I heard a couple of days ago that the windows 10 had downloaded and
installed an update that caused all sorts of problems for millions of users
all around thw World!

After the update, when the computer was switched on, it kept rebooting
and you couldn't do anything with it!

One of the tech guys at CNET had to get his PC into safe mode in order
to restore it to an earlier date to get it working, restore also seems to be
hard to do.

You are forced to have updates, you have no choice at the moment, but they
reckon that Microsoft is looking at this and may change to give users a choice.

Mike.


----------



## NancyNGA

I just got rid of it.  It is GWX.exe. Probably gets there through a Windows 7 update, so it will be back.


----------



## Meanderer

I thought only those who have Windows 7 or 8, and were given the option to reserve a free copy of windows 10, would have the icon.  Then you could decide when it was to be installed.


----------



## NancyNGA

Just ran a Windows update and the GWX.exe is back and running, along with the Get Win 10 icon.

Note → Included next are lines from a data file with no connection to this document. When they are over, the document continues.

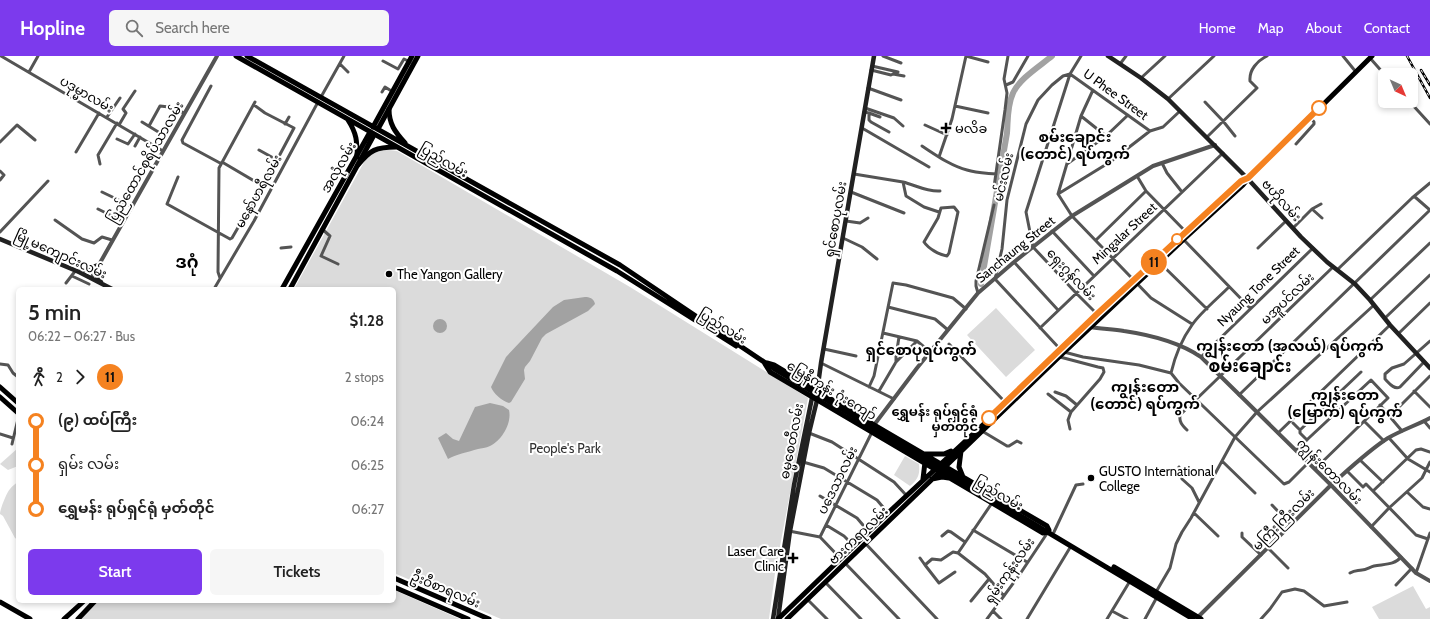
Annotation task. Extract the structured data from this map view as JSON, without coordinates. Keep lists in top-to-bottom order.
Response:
{
  "streets": {
    "main road": [
      "ပြည်လမ်း",
      "အလုံလမ်း",
      "ဗဟိုလမ်း",
      "ရှင်စောပုလမ်း",
      "မြို့မကျောင်းလမ်း",
      "မြေနီကုန်း ဂုံးကျော်",
      "ဓမ္မစေတီလမ်း",
      "ဗားကရာလမ်း",
      "ဦးဝီစာရလမ်း"
    ],
    "street": [
      "ပဒုမ္မာလမ်း",
      "U Phee Street",
      "ပြည်ထောင်စုရိပ်သာလမ်း",
      "မင်းလမ်း",
      "မနော်ဟရီလမ်း",
      "Mingalar Street",
      "Sanchaung Street",
      "ရှေးဂွန်လမ်း",
      "Nyaung Tone Street",
      "မအူပင်လမ်း",
      "ကျွန်းတောလမ်း",
      "ပဒေသာလမ်း",
      "မကြီးကြီးလမ်း",
      "ရှမ်းကုန်းလမ်း"
    ]
  },
  "crossings": [
    ["ပဒုမ္မာလမ်း", "ပြည်ထောင်စုရိပ်သာလမ်း"],
    ["U Phee Street", "မင်းလမ်း"],
    ["ပြည်လမ်း", "အလုံလမ်း"],
    ["ပြည်လမ်း", "မနော်ဟရီလမ်း"],
    ["ပြည်လမ်း", "ရှင်စောပုလမ်း"],
    ["ပြည်လမ်း", "Sanchaung Street"],
    ["ပြည်လမ်း", "မြေနီကုန်း ဂုံးကျော်"],
    ["ပြည်လမ်း", "ဓမ္မစေတီလမ်း"],
    ["ပြည်လမ်း", "ပဒေသာလမ်း"],
    ["ပြည်လမ်း", "မကြီးကြီးလမ်း"],
    ["ပြည်လမ်း", "ဗားကရာလမ်း"],
    ["ပြည်လမ်း", "ရှမ်းကုန်းလမ်း"],
    ["ပြည်ထောင်စုရိပ်သာလမ်း", "မြို့မကျောင်းလမ်း"],
    ["မင်းလမ်း", "Sanchaung Street"],
    ["ဗဟိုလမ်း", "Mingalar Street"],
    ["ဗဟိုလမ်း", "Sanchaung Street"],
    ["ဗဟိုလမ်း", "Nyaung Tone Street"],
    ["ဗဟိုလမ်း", "မအူပင်လမ်း"],
    ["ဗဟိုလမ်း", "ဗားကရာလမ်း"],
    ["ရှင်စောပုလမ်း", "ဓမ္မစေတီလမ်း"],
    ["Mingalar Street", "ရှေးဂွန်လမ်း"],
    ["Sanchaung Street", "ရှေးဂွန်လမ်း"],
    ["ရှေးဂွန်လမ်း", "ဗားကရာလမ်း"],
    ["Nyaung Tone Street", "ကျွန်းတောလမ်း"],
    ["မအူပင်လမ်း", "ကျွန်းတောလမ်း"],
    ["မြေနီကုန်း ဂုံးကျော်", "ရှမ်းကုန်းလမ်း"],
    ["ဓမ္မစေတီလမ်း", "ဗားကရာလမ်း"],
    ["ကျွန်းတောလမ်း", "မကြီးကြီးလမ်း"],
    ["ကျွန်းတောလမ်း", "ဗားကရာလမ်း"]
  ],
  "districts": [
    "စမ်းချောင်း (တောင်) ရပ်ကွက်",
    "ဒဂုံ",
    "ကျွန်းတော (အလယ်) ရပ်ကွက်",
    "ရှင်စောပုရပ်ကွက်",
    "စမ်းချောင်း",
    "ကျွန်းတော (တောင်) ရပ်ကွက်",
    "ကျွန်းတော (မြောက်) ရပ်ကွက်"
  ],
  "parks": ["People's Park"],
  "places": {
    "health": ["မလိခ", "Laser Care Clinic"],
    "other": ["The Yangon Gallery", "ရွှေမန်း ရုပ်ရှင်ရုံ မှတ်တိုင်", "GUSTO International College"]
  },
  "lines": ["bus line 11"],
  "north": "bottom right",
  "page": {
    "header": "Hopline",
    "search": "Search here",
    "nav": [
      "Home",
      "Map",
      "About",
      "Contact"
    ],
    "on_map": "11",
    "heading": ["5 min", "06:22 – 06:27 · Bus", "$1.28"],
    "legs": ["2", "11", "2 stops"],
    "list": [
      {
        "name": "(၉) ထပ်ကြီး",
        "value": "06:24"
      },
      {
        "name": "ရှမ်း လမ်း",
        "value": "06:25"
      },
      {
        "name": "ရွှေမန်း ရုပ်ရှင်ရုံ မှတ်တိုင်",
        "value": "06:27"
      }
    ],
    "buttons": ["Start", "Tickets"]
  }
}
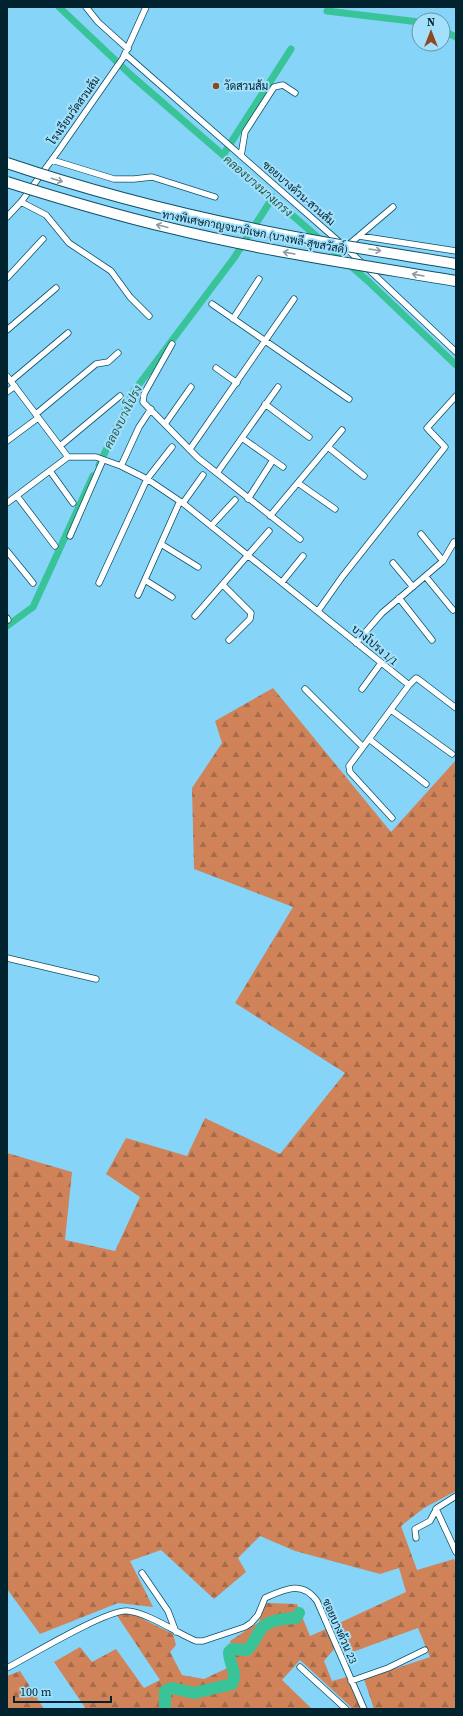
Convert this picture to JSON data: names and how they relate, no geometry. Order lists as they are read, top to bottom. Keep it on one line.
{"streets":{"highway":["ทางพิเศษกาญจนาภิเษก (บางพลี-สุขสวัสดิ์)"],"street":["โรงเรียนวัดสวนส้ม","ซอยบางด้วน-สวนส้ม","บางโปรง 1/1","ซอยบางด้วน 23"]},"crossings":[["โรงเรียนวัดสวนส้ม","ซอยบางด้วน-สวนส้ม"]],"water":["คลองบางนางเกรง","คลองบางโปรง"],"places":["วัดสวนส้ม"],"scale_bar":"100 m","north":"top"}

I suspect this Win 10 rollout offer is a method to get some guinea pigs to volunteer so they can work the bugs out.  I am not sophisticated enough in the operation of pcs to deal with that. Think I'll just wait to update whenever they force you to.  In the past my pc usually konked out before I had to update to a new version of Windows.  That might happen again.


----------



## Mike

Meanderer said:


> I thought only those who have Windows 7 or 8, and were given the option to reserve a free copy of windows 10, would have the icon.  Then you could decide when it was to be installed.



That is correct Meanderer, the choice is yours when to install the
Windows 10 update after it has downloaded on to your computer.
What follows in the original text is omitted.